L’Islanda? Sappiamo a malapena dove collocarla sul mappamondo. E’ un paese piccolo piccolo. Ha 326 mila abitanti, quanti ce ne stanno a Bari. Non troverete un articolo in cui si parli di Islanda, nei giornali italiani. Non ne sentirete mai parlare nei telegiornali. Eppure anche le formiche, nel loro piccolo, si incazzano. In questi giorni l’Islanda sta processando il suo ex Primo ministro. L’accusa? Geir Haarde deve rispondere di disastro nazionale, per la bancarotta del Paese nel 2008. E’ la prima volta che accade, nel mondo, dopo la crisi finanziaria globale. Esempio da esorcizzare. Forse è per questo che i grandi media non ne parlano.
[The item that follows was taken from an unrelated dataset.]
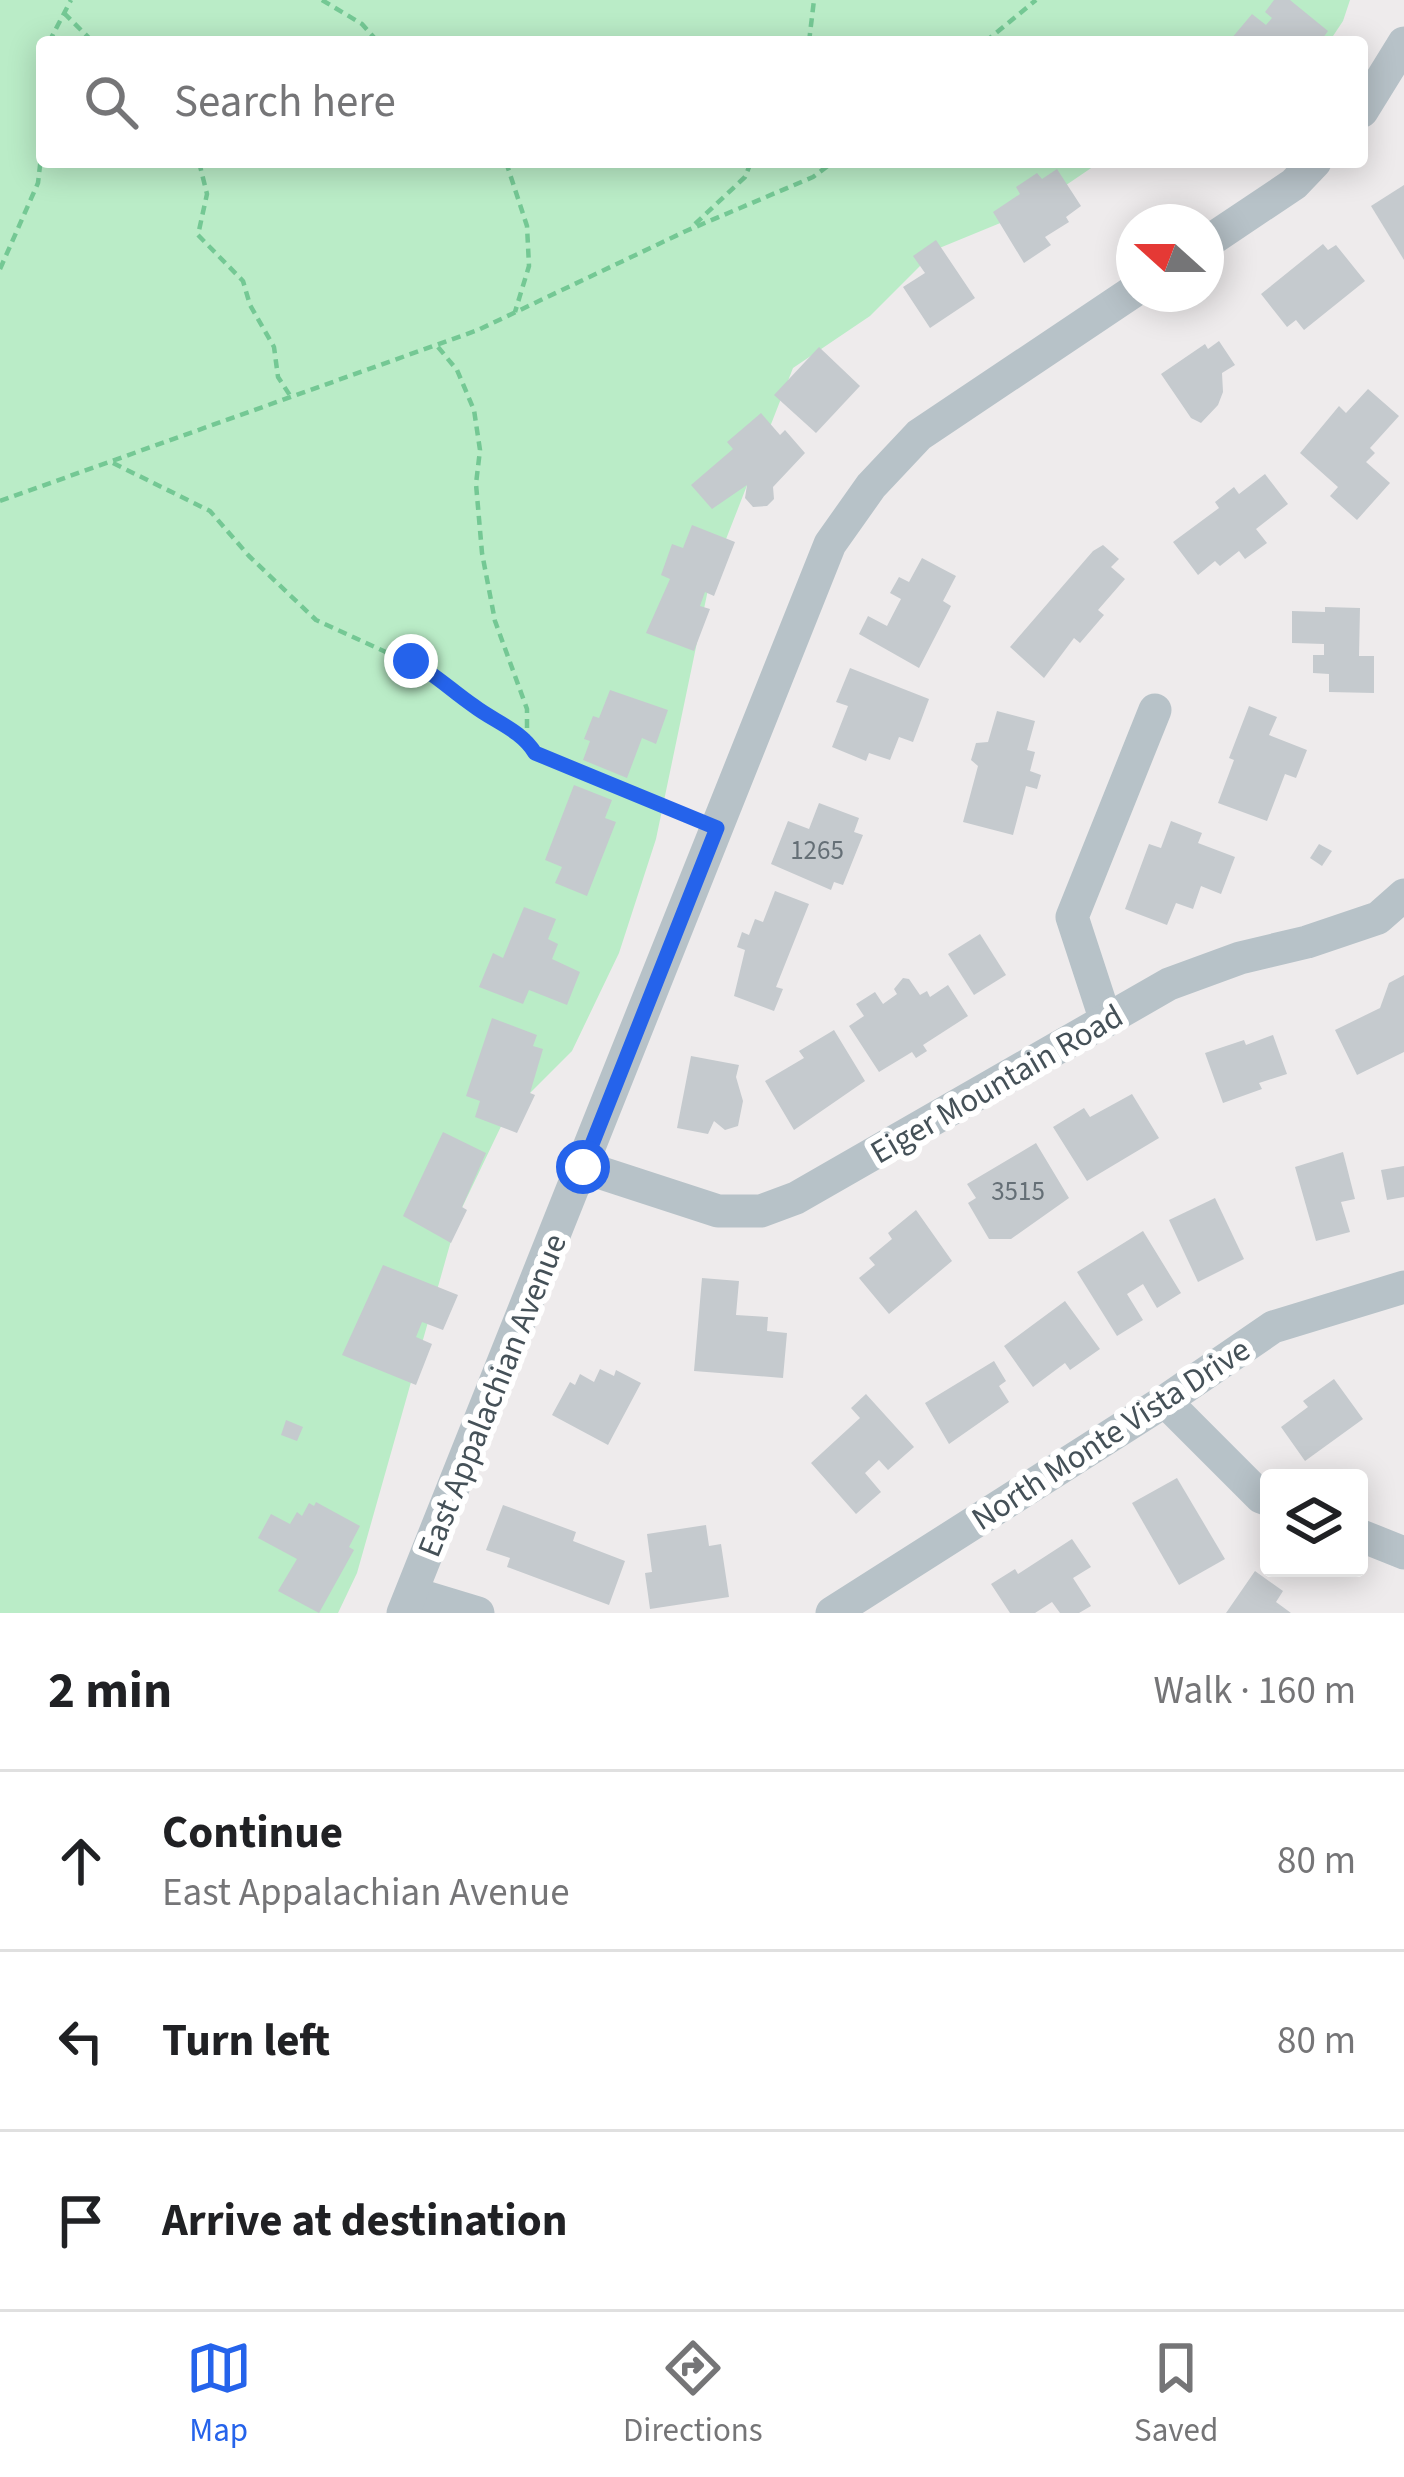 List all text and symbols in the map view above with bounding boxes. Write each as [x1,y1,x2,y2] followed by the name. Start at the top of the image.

Era il 6 ottobre del 2008 quando Geir Haarde convocò una conferenza stampa d’emergenza per dichiarare il collasso finanziario dell’isola. Concluse così: “Dio benedica l’Islanda!”. Seguirono mesi di incessanti manifestazioni popolari, che lo costrinsero alle dimissioni. Gli successe la socialdemocratica Johanna Sigurdardottir.
“Ecco la storia. Alla fine del 2008 la crisi finanziaria si abbatte come un ciclone sugli islandesi, che nell’ottobre decidono di nazionalizzare la banca più importante del paese, Landsbanki.Seguono a ruota la Kaupthing e la Glitnir. I debiti degli istituti falliti sono in gran parte con la City di Londra e con l’Olanda. La moneta nazionale, la corona, è carta straccia e la Borsa arriva a un ribasso del 76%. Il governo conservatore di Geir H. Haarden chiede l’aiuto del Fondo Monetario Internazionale, che approva un prestito di 2 miliardi e 100 milioni di dollari, integrato da altri 2 miliardi e mezzo di alcuni Paesi nordici. Le proteste popolari si susseguono in un crescendo che porta alle dimissioni del primo ministro nel gennaio 2009 e a elezioni anticipate nell’aprile successivo. Dalle urne esce vincitrice una coalizione di sinistra, che non riesce a frenare la caduta dell’economia. L’anno si chiude con una diminuzione del 7% del Pil.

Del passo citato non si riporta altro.